§ **Directions**: A faithful copy of each record is required, minus the images.

§ **Input for this task**:

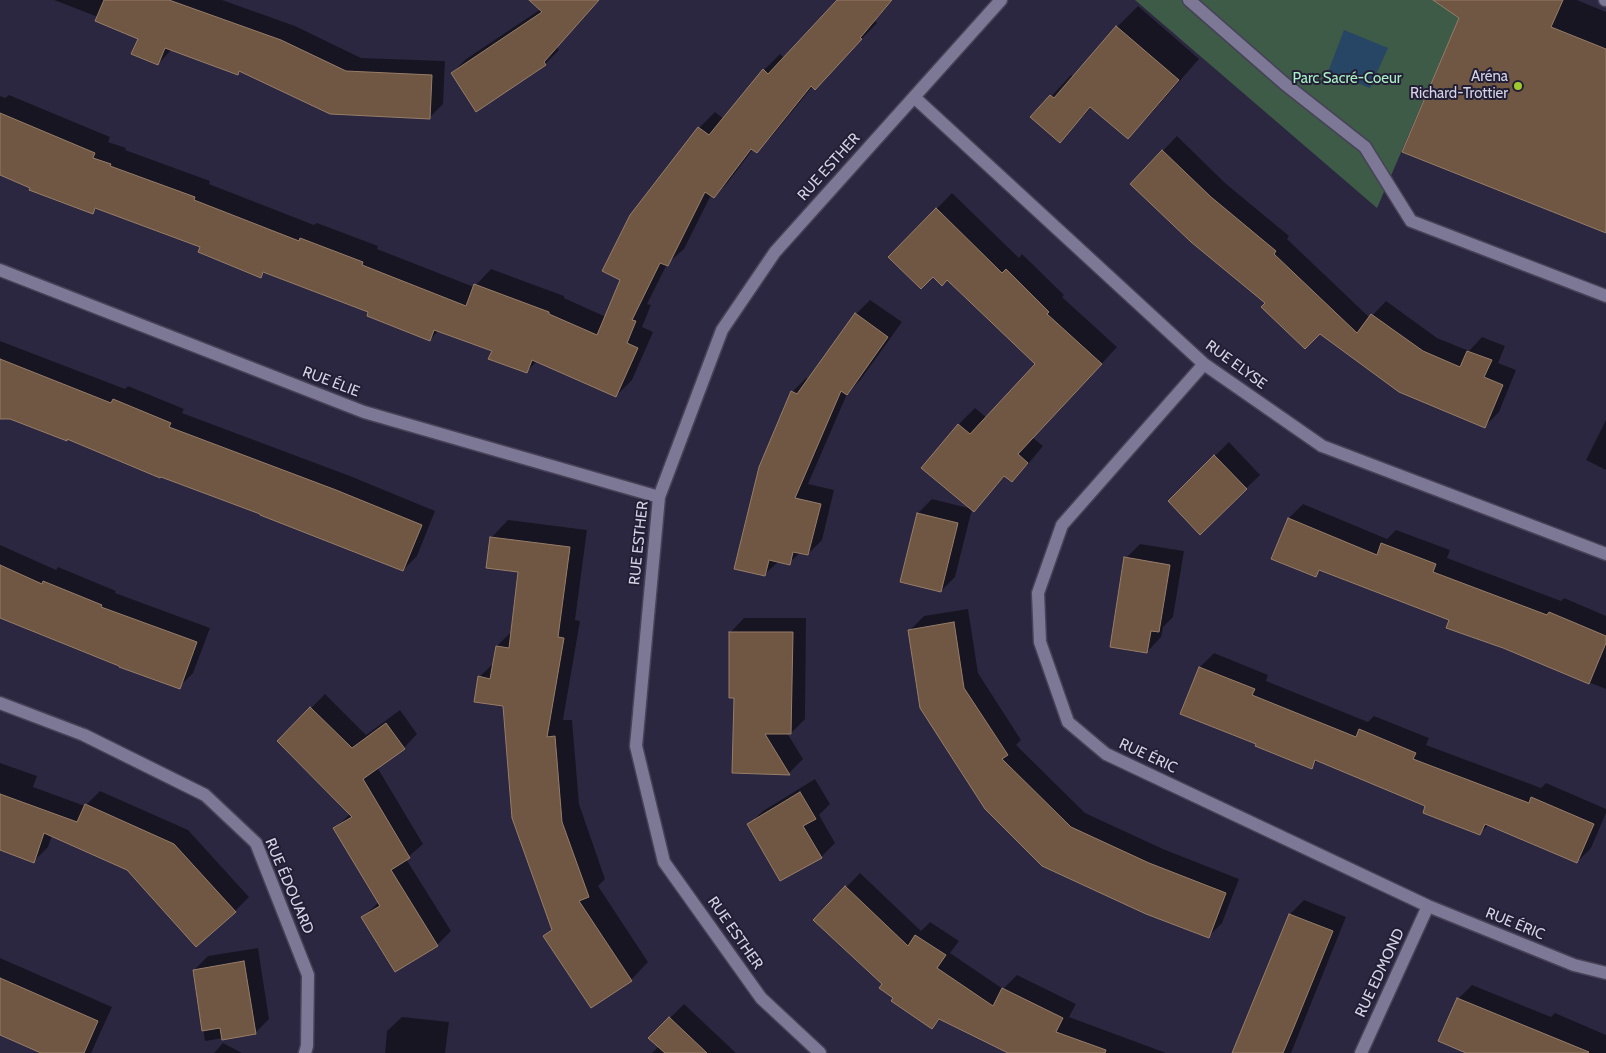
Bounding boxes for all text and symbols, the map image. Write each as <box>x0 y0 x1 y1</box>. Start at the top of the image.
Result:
place label: Aréna Richard-Trottier <box>1410 68 1508 103</box>
park label: Parc Sacré-Coeur <box>1292 70 1402 88</box>
marker: Aréna Richard-Trottier <box>1512 80 1524 92</box>
street label: RUE ESTHER <box>794 130 864 204</box>
street label: RUE ELYSE <box>1202 337 1270 393</box>
street label: RUE ÉLIE <box>300 363 362 401</box>
street label: RUE ESTHER <box>626 500 652 586</box>
street label: RUE ÉRIC <box>1116 735 1180 777</box>
street label: RUE ÉDOUARD <box>261 835 317 937</box>
street label: RUE ESTHER <box>703 893 767 973</box>
street label: RUE ÉRIC <box>1483 904 1547 944</box>
street label: RUE EDMOND <box>1352 926 1408 1020</box>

§ **Worked solution**:
Bounding boxes for all text and symbols, the map image. Write each as <box>x0 y0 x1 y1</box>. Start at the top of the image.
Result:
place label: Aréna Richard-Trottier <box>1410 68 1508 103</box>
park label: Parc Sacré-Coeur <box>1292 70 1402 88</box>
marker: Aréna Richard-Trottier <box>1512 80 1524 92</box>
street label: RUE ESTHER <box>794 130 864 204</box>
street label: RUE ELYSE <box>1202 337 1270 393</box>
street label: RUE ÉLIE <box>300 363 362 401</box>
street label: RUE ESTHER <box>626 500 652 586</box>
street label: RUE ÉRIC <box>1116 735 1180 777</box>
street label: RUE ÉDOUARD <box>261 835 317 937</box>
street label: RUE ESTHER <box>703 893 767 973</box>
street label: RUE ÉRIC <box>1483 904 1547 944</box>
street label: RUE EDMOND <box>1352 926 1408 1020</box>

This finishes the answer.